2. For Services. Seller warrants that Services and/or any deliverables will be (a) provided in strict accordance with the specifications, designs and other requirements (including performance specifications, if any) approved or adopted in this Agreement; (b) performed in a competent and professional manner in accordance with the generally accepted standards and practices of Seller’s industry; (c) free from all defects in design, workmanship and material and will be fit for the purpose for which they are purchased; and, (d) have been performed, provided, processed, delivered and/or sold in full compliance with all applicable laws, acts, rules, orders and regulations. The warranties set forth herein shall apply for ninety (90) days after completion.

3. Duration. The warranties set forth herein shall apply for twelve (12) months after first commercial use or eighteen (18) months from shipment, whichever is earlier, plus delays such as those due to nonconforming Goods (the “Warranty Period”). First commercial use means the date on which the equipment TAS has supplied its customer which incorporates the Goods has successfully passed all performance and operational tests required by TAS’ customer for commercial operation.

4. Remedies. If any of the Work is not in conformity with the warranties set forth in this section during the applicable Warranty Period, TAS may, at its sole discretion, (i) require Seller to inspect, remove, reinstall, ship and repair or replace/re-perform nonconforming Work with goods and/or services that conform to all requirements of this Agreement; (ii) take such actions as may be required to cure all defects and/or bring the Work into conformity with all requirements of this Agreement, in which event all related costs and expenses (including, but not limited to, material, labor and handling and any required other services) and other reasonable charges shall be for Seller’s account; and/or (iii) reject and return all or any portion of such Work. TAS shall notify Seller in writing (the “Warranty Notification”) of the defect and/or non-conforming Work. Within seven (7) days following Seller’s receipt of the Warranty Notification, Seller shall commence to diligently remedy the defect or non-conformance at Seller’s sole cost. In the event of repair or replacement of Goods, the above warranty shall apply to the repaired or replaced work for a period of twelve (12) months after such repair or replacement or until the expiration of the original warranty period, whichever is later. TAS and/or the ultimate owner of the Work shall have the right to enforce the foregoing warranties. Seller’s liability shall extend to and include all costs associated with the repair and/or replacement of the Work, damage to any proximate equipment as a result of any defects of the Goods or re-performance of the Services, and any shipping costs associated with repair and/or replacement. Any attempt by Seller to limit, disclaim or restrict any such warranties or any remedies of TAS, by acknowledgement or otherwise, in accepting or performing the Agreement, shall be null, void and ineffective without TAS’ prior written consent.

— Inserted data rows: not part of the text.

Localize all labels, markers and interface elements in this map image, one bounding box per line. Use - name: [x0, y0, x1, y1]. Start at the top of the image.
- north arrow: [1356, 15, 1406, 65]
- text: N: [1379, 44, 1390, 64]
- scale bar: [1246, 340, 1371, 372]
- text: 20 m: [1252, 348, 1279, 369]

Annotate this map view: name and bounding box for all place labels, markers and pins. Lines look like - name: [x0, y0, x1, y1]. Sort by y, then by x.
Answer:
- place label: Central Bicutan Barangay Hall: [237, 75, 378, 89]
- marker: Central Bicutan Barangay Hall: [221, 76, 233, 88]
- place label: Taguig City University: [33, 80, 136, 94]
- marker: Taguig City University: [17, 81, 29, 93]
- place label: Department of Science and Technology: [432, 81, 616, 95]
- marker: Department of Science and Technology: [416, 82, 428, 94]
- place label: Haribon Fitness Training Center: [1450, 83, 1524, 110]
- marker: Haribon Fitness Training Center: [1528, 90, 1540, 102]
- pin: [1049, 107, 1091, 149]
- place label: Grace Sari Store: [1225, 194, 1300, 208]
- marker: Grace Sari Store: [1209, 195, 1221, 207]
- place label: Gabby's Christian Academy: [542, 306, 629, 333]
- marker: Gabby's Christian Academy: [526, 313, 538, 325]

5. Epidemic Failure. If Seller becomes aware of an Epidemic Failure (as defined in Section 8(E)), Seller shall promptly, but in no event later than five (5) days, notify TAS in writing. Similarly, If TAS or the ultimate owner of the Goods (hereinafter “Owner”) becomes aware of an Epidemic Failure, TAS and/or the Owner will promptly notify Seller in writing. Upon either Seller’s receipt or submission of the referenced notice of an Epidemic Failure, Seller shall take the actions set forth in Section 8(F).

6. Definitions.

  1. Epidemic Failure” exists if during the Epidemic Failure Period the same or a substantially similar failure occurs across the Installed Base which exceeds any of the following: (A) 3 percent of the Installed Base (but in no case less than three failures) within any one year period; (B) 2 percent of the Installed Base within any 90 day period; (C) 1 percent of the Installed Base within any 30 day period; or (D) the product causes a safety issue or poses a safety hazard.
  2. Epidemic Failure Period” means the Warranty Period plus 10 years.
  3. Installed Base” means the following (A) if Seller sells the same or a substantially similar product as the Goods to others, the Installed Base shall be the quantity of the same or substantially similar products (including the Goods) sold to all parties by Seller; or (B) if the Goods are unique to TAS’ application, the Installed Base shall be the quantity of a particular product sold to TAS.

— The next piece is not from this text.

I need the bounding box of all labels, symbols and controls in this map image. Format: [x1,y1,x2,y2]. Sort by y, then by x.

7. Definitions. TAS or Owner will promptly notify Seller upon discovery of an Epidemic Failure and Seller will:

  1. give TAS or Owner an initial response within two (2) Business Days for Seller’s containment and preliminary plan for diagnosing the problem;
  2. exert all commercially reasonable efforts to diagnose the problem and plan a work-around or more permanent solution acceptable to TAS or Owner;
  3. apply its engineering change order procedure in appropriate circumstances for problems originating in the manufacturing process;
  4. prepare a work-around as an interim solution if one is needed and in consultation with TAS or Owner; and
  5. prepare a mutually agreeable recovery plan.


Seller represents that (i) any oral or written representation, warranty, course of dealing or trade usage not contained or referenced herein shall not be binding on TAS, (ii) the person signing the Agreement has the authority to bind Seller, (iii) the Work is (a) furnished in strict accordance with the terms, specifications, drawings, designs, descriptions and/or other requirements of the Agreement; (b) fit for the use intended; (c) is new and unrepaired, not used, rebuilt or made from refurbished material unless approved in writing by TAS in advance; (d) are free from defects in workmanship, materials and design, (d) conforms with all applicable product standards; and, (e) has been manufactured, processed, delivered and/or sold in full compliance with all applicable laws, acts, rules, orders and regulations.

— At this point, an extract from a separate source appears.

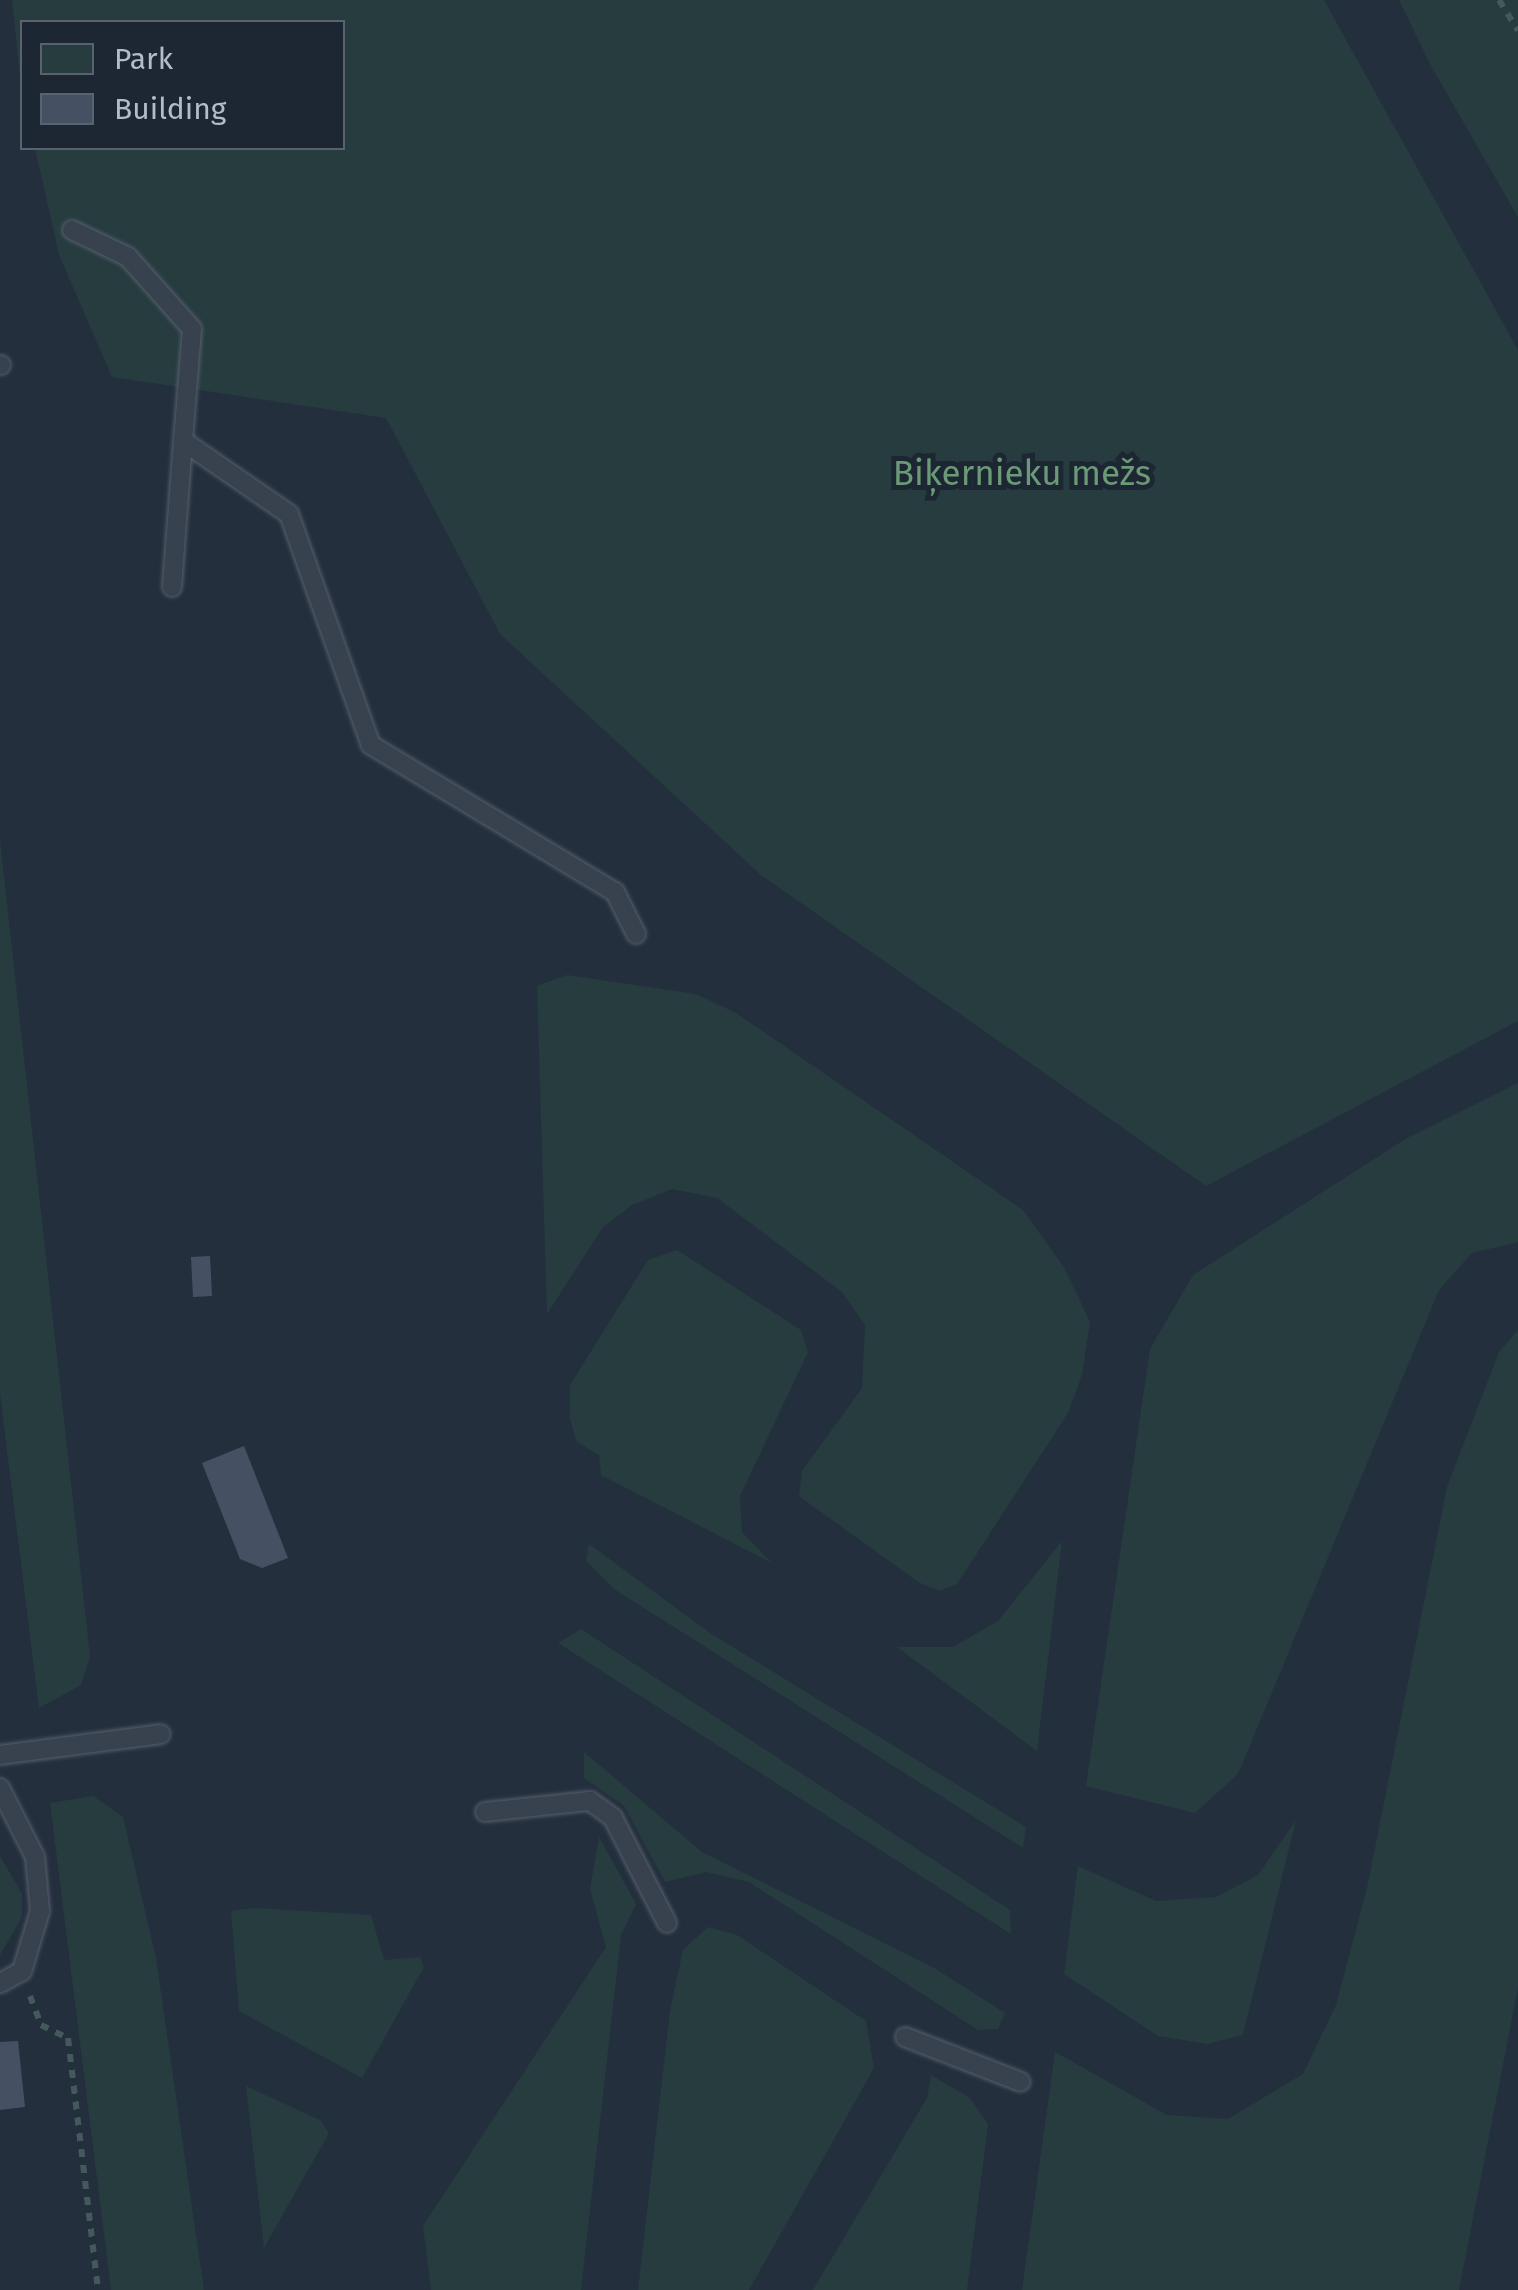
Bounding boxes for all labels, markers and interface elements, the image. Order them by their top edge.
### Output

Seller warrants that TAS’ use or sale of the Goods, or its use or sale of products provided in connection with the Work, shall not infringe on any patent, trademark, copyright or other intellectual property right or interest. Seller shall hold harmless, defend and indemnify TAS of any claim for, or cost damage or expense incurred or resulting from, any such infringement. In the case where use of said Goods is enjoined, Seller shall, at its own expense and at the election of TAS, remedy any infringement by correction, replacing with non-infringing goods or securing approval to use, at Seller’s sole cost, or remove said Goods and refund the purchase price, the transportation and installation costs associated therewith and any costs associated with removal of the infringing Goods.


A force majeure delay shall mean any delay or other unforeseeable causes beyond the reasonable control of the party affected; provided that any such delay is not caused, in whole or in part, by the acts or omissions of the party so delayed and further provided that such party is unable to make up for such delay with reasonable diligence and speed. If any such cause delays Seller’s performance, the delivery date or time for completion may be extended by a period of time reasonably necessary to overcome the effect of such delay; however, Seller shall take all reasonable measures to mitigate the effects of the force majeure event and to minimize such delay. A party affected by a force majeure event shall notify the other party of such force majeure event within forty-eight (48) hours of its knowledge of such event for the event to be considered a bona fide force majeure event.


TAS reserves the right to terminate the Agreement, or any part thereof, for TAS’ sole convenience. In the event of such termination, TAS will pay Seller the value of Work provided to TAS, plus reasonable documented costs of Seller resulting directly from termination. Upon payment of such amounts, title to the Work and all materials related thereto shall vest with TAS and Seller shall have no further recourse against TAS for the termination of this Agreement. In no event will Seller be entitled to recover anticipated profit or overhead on Work not performed, or any other indirect or consequential expenses or damages.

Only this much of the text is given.